Task goal> Check each line of the entries below for the word "green", and copy the lines that have it.

Record set>

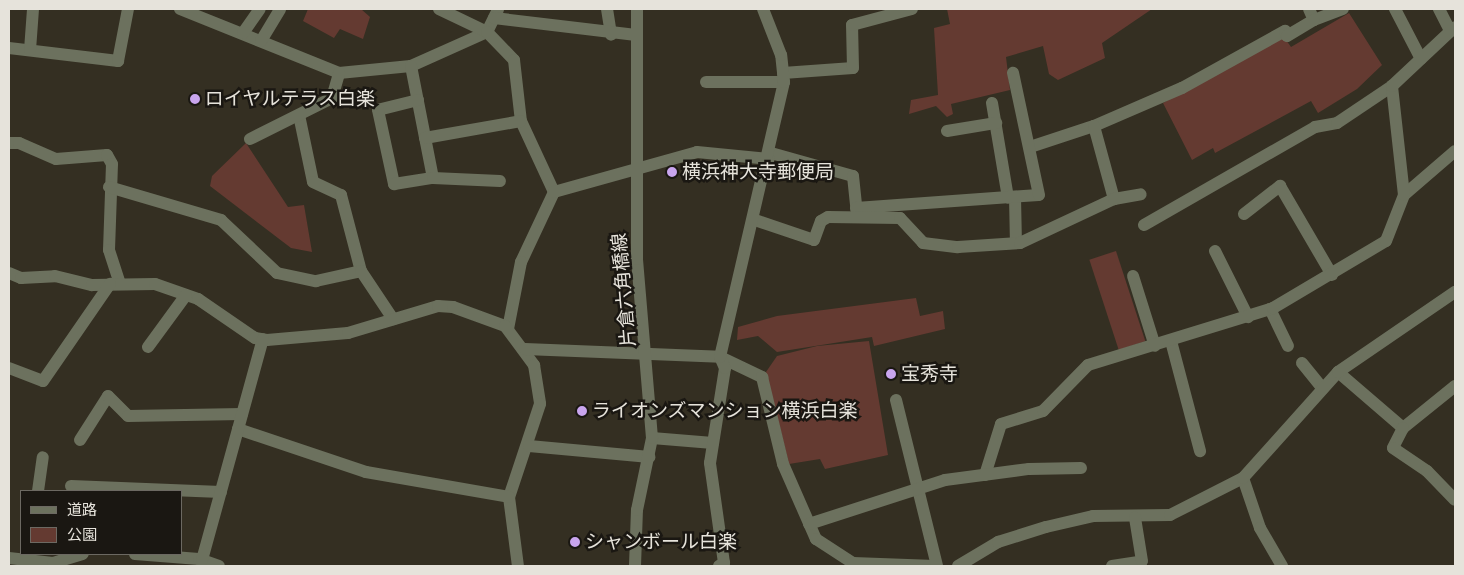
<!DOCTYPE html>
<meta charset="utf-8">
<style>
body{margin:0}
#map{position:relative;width:1464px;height:575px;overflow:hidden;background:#342f22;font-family:Jost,"Noto Sans JP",sans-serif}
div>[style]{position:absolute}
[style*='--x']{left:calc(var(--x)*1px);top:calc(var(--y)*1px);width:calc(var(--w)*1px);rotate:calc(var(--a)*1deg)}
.green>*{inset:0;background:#643a31;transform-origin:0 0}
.minor>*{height:12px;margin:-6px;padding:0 6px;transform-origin:6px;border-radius:6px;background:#6c715e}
.dots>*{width:14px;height:14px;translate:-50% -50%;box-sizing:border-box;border:2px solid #1a1712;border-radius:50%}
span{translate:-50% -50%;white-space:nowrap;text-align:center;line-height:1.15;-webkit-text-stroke:5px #1a1712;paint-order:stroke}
.poi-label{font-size:19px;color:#e6e3db}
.left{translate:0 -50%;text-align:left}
.street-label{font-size:19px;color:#e6e3db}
.frame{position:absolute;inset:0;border:10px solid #e6e3db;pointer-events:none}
.legend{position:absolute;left:20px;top:490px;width:162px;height:65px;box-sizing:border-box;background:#1a1712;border:1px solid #6c6962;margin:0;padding:6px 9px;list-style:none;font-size:15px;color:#e6e3db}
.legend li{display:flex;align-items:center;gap:10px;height:25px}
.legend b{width:25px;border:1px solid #6c6962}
</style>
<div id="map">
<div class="green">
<i style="clip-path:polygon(308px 9px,361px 9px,370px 17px,363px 39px,340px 29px,334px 38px,303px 21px)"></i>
<i style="clip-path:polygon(947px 9px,1152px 9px,1102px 43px,1105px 58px,1058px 80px,1049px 74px,1043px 46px,1006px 57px,1010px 90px,951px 104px,953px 114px,947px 117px,936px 106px,909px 114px,911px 100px,938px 95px,934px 28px,950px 24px)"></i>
<i style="clip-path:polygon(1349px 13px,1382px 65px,1357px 89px,1318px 113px,1311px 101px,1215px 153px,1213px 148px,1192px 160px,1163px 103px,1284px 37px,1291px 47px)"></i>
<i style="clip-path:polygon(246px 143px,288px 207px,304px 205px,312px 252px,291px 248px,210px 186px,212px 176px)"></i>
<i style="left:1116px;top:251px;width:95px;height:28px;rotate:72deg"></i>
<i style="clip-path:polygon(916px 298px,920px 316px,943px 311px,945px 329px,874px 346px,872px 337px,777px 352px,758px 336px,737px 340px,738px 327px,777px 316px)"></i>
<i style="clip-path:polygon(869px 341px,888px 455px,825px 469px,820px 459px,789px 464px,766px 372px,777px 356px,817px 346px)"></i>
</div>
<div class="minor">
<i style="--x:180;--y:9;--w:171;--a:21.9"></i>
<i style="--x:339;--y:73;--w:72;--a:-5.6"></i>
<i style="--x:411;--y:66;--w:83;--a:-24.1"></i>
<i style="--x:487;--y:32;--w:25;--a:-64"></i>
<i style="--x:439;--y:9;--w:53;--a:25.6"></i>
<i style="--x:487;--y:32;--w:39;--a:46"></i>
<i style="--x:514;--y:60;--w:61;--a:83.5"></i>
<i style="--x:521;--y:121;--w:78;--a:65.1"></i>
<i style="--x:554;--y:192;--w:77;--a:115.2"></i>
<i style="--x:521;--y:262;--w:68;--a:101"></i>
<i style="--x:607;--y:9;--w:26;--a:81"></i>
<i style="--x:1309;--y:9;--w:12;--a:66"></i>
<i style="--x:1314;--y:20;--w:31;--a:-21"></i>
<i style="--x:1395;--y:9;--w:56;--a:62.5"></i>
<i style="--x:1439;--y:9;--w:25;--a:63"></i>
<i style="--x:494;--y:18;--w:143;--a:6.8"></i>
<i style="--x:243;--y:33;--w:29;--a:-55"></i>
<i style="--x:261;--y:41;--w:37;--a:-59"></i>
<i style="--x:9;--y:48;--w:110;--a:6.8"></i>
<i style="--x:118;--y:61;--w:53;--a:-79.1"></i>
<i style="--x:30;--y:50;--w:41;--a:-85.8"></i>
<i style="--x:411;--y:66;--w:114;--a:78.9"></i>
<i style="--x:783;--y:73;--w:70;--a:-4.1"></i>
<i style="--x:853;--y:68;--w:43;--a:-91.3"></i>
<i style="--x:852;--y:25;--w:62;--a:-14.9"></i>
<i style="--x:706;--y:82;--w:78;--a:0"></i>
<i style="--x:418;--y:100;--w:41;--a:166"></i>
<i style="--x:378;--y:110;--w:76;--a:77.8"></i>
<i style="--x:394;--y:184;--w:39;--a:-9"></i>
<i style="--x:433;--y:178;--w:67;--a:2.6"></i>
<i style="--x:992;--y:103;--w:96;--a:80.4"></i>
<i style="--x:299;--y:115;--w:68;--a:78.2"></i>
<i style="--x:313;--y:182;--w:31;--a:25"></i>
<i style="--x:341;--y:195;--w:79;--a:75.3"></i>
<i style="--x:1094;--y:126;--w:96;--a:-23.4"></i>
<i style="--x:1182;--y:88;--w:118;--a:-29"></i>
<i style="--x:1285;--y:31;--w:5;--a:68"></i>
<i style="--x:1287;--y:36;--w:31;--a:-31"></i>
<i style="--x:947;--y:131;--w:50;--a:-9.3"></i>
<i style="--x:425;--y:138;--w:97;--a:-10"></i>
<i style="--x:250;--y:139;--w:92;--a:-26.6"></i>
<i style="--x:332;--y:98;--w:26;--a:-74"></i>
<i style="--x:9;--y:143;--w:10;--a:0"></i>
<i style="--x:19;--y:143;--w:40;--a:23.4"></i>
<i style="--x:56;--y:159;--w:51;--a:-4.5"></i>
<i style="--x:107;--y:155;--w:10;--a:61"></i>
<i style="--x:112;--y:164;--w:86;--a:92"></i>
<i style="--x:109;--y:250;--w:35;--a:72"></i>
<i style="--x:1030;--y:147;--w:67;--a:-18.2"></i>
<i style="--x:1094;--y:126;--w:76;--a:74.7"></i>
<i style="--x:771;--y:153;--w:85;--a:15.7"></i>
<i style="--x:853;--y:176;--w:39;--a:84"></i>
<i style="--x:109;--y:187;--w:117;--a:16.4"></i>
<i style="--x:221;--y:220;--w:77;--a:43.4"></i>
<i style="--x:277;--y:273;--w:40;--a:12"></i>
<i style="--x:316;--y:281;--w:46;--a:-12.5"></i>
<i style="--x:361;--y:271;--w:58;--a:56.3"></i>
<i style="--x:554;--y:192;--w:148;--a:-15.6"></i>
<i style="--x:697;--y:152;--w:72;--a:5.6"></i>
<i style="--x:1404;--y:195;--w:67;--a:-40.8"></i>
<i style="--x:1015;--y:197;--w:46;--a:88.8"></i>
<i style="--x:856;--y:208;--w:183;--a:-4.1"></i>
<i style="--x:1039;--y:195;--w:125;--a:-102"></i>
<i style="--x:1244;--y:214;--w:46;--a:-37.9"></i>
<i style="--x:1280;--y:186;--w:103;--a:59.7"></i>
<i style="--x:755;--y:220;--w:62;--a:18.7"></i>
<i style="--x:814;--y:240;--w:20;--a:-70"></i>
<i style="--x:821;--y:221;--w:8;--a:-30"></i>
<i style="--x:828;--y:217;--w:72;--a:0.8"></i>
<i style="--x:900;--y:218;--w:34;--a:47"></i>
<i style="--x:923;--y:243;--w:35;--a:7"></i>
<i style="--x:958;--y:247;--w:62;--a:-3.7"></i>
<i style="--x:1020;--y:243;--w:104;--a:-25.1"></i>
<i style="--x:1114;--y:199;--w:27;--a:-10"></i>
<i style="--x:1144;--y:225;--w:197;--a:-29.8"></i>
<i style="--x:1315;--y:127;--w:22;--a:-10"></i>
<i style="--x:1337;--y:123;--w:66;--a:-33.9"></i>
<i style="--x:1215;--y:251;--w:74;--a:63.4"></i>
<i style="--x:9;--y:273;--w:13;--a:23"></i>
<i style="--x:21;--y:278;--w:34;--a:-3"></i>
<i style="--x:55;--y:276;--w:38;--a:14"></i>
<i style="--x:92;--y:285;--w:63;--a:-0.9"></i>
<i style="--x:155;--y:284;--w:46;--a:19.2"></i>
<i style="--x:198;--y:299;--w:69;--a:34.4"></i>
<i style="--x:255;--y:338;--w:12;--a:9"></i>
<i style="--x:267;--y:340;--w:81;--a:-4.9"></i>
<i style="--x:348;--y:333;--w:94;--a:-16.7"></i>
<i style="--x:438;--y:306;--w:15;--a:4"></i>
<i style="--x:453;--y:307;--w:55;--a:20.1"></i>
<i style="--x:505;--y:326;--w:49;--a:53.4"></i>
<i style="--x:534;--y:365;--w:39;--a:81"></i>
<i style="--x:540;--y:404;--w:98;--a:108.4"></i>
<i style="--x:509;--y:497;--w:70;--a:82.6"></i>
<i style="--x:1133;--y:276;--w:73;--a:72.6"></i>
<i style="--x:1270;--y:309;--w:41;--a:64.1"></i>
<i style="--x:1171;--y:341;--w:114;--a:75.2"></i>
<i style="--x:148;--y:347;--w:64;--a:-53.8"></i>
<i style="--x:525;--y:349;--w:195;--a:2.3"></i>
<i style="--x:720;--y:357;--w:47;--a:25.5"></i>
<i style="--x:762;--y:377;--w:89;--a:76.4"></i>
<i style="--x:783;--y:464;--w:82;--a:66.3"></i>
<i style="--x:816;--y:539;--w:44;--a:33"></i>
<i style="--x:853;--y:563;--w:82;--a:2.1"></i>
<i style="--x:1302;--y:363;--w:33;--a:51"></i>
<i style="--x:9;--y:368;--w:36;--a:21"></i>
<i style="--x:43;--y:381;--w:118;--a:-55.4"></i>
<i style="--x:1338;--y:372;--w:86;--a:40.7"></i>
<i style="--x:1455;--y:386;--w:67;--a:141.1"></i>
<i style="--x:1403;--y:428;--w:22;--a:117"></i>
<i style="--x:1393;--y:448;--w:41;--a:34.1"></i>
<i style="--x:1427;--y:471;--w:40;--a:46"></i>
<i style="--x:896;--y:400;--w:171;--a:76.1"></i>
<i style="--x:238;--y:429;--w:135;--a:18.6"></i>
<i style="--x:366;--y:472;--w:145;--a:9.9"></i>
<i style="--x:652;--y:438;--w:61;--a:4.7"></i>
<i style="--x:80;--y:440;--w:52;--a:-57.5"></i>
<i style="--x:108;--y:396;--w:28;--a:45"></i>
<i style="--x:128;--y:416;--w:114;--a:-1"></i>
<i style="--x:529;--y:446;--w:121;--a:5.2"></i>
<i style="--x:985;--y:475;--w:53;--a:-72.6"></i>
<i style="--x:1001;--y:424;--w:44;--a:-17.2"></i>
<i style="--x:1043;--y:411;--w:64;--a:-45.6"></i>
<i style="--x:1088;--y:365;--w:194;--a:-17.1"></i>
<i style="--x:1273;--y:308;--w:131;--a:-30.7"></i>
<i style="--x:1386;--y:241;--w:49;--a:-68.6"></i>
<i style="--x:1404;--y:195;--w:110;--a:-96.3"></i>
<i style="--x:1392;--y:86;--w:86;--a:-43.1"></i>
<i style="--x:1243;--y:478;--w:53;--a:71.2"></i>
<i style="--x:1260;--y:528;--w:44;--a:59.9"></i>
<i style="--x:71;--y:486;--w:150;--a:2.3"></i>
<i style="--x:38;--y:491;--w:34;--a:-82"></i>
<i style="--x:809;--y:524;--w:143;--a:-17.9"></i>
<i style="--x:945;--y:480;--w:85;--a:-7.5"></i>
<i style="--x:1029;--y:469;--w:52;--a:-1.1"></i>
<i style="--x:135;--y:554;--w:64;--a:4.5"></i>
<i style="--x:199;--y:559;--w:21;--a:19"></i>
<i style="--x:9;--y:558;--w:44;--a:6.5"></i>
<i style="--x:53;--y:563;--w:31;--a:-17"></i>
<i style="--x:202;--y:560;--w:229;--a:-74.6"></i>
<i style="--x:635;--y:566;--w:56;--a:-88"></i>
<i style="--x:637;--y:510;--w:74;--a:-78.2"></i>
<i style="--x:652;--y:438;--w:180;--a:-94.8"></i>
<i style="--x:637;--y:259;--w:250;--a:-90"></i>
<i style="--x:719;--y:566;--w:6;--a:-31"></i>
<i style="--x:724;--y:563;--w:101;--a:-98"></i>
<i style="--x:710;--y:463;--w:96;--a:-81"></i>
<i style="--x:725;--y:368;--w:12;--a:-114"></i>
<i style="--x:720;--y:357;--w:282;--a:-76.9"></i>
<i style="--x:784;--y:82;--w:27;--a:-96"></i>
<i style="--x:781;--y:55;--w:49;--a:-111.4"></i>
<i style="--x:958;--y:566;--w:47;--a:-31"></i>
<i style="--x:998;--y:542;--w:50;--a:-17.4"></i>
<i style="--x:1046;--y:527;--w:48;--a:-13.2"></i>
<i style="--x:1093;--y:516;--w:77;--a:-0.7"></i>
<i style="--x:1170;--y:515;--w:82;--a:-26.9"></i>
<i style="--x:1243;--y:478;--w:142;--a:-48.1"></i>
<i style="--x:1338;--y:372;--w:142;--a:-34.4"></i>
<i style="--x:1112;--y:566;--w:30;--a:-9"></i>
<i style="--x:1142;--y:561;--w:44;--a:-99.2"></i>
</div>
<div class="dots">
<i style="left:195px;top:99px;background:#c9a5ee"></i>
<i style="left:672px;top:172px;background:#c9a5ee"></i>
<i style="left:891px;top:374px;background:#c9a5ee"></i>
<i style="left:582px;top:411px;background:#c9a5ee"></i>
<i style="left:575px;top:542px;background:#c9a5ee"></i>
</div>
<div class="poi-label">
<span class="left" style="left:205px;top:99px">ロイヤルテラス白楽</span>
<span class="left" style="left:682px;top:172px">横浜神大寺郵便局</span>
<span class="left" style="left:901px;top:374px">宝秀寺</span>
<span class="left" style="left:592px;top:411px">ライオンズマンション横浜白楽</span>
<span class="left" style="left:585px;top:542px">シャンボール白楽</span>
</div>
<div class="street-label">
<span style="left:624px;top:290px;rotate:-95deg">片倉六角橋線</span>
</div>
<div class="frame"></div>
<ul class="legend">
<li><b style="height:6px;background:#6c715e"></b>道路</li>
<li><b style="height:14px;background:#643a31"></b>公園</li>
</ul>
</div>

Written answer>
.green>*{inset:0;background:#643a31;transform-origin:0 0}
<div class="green">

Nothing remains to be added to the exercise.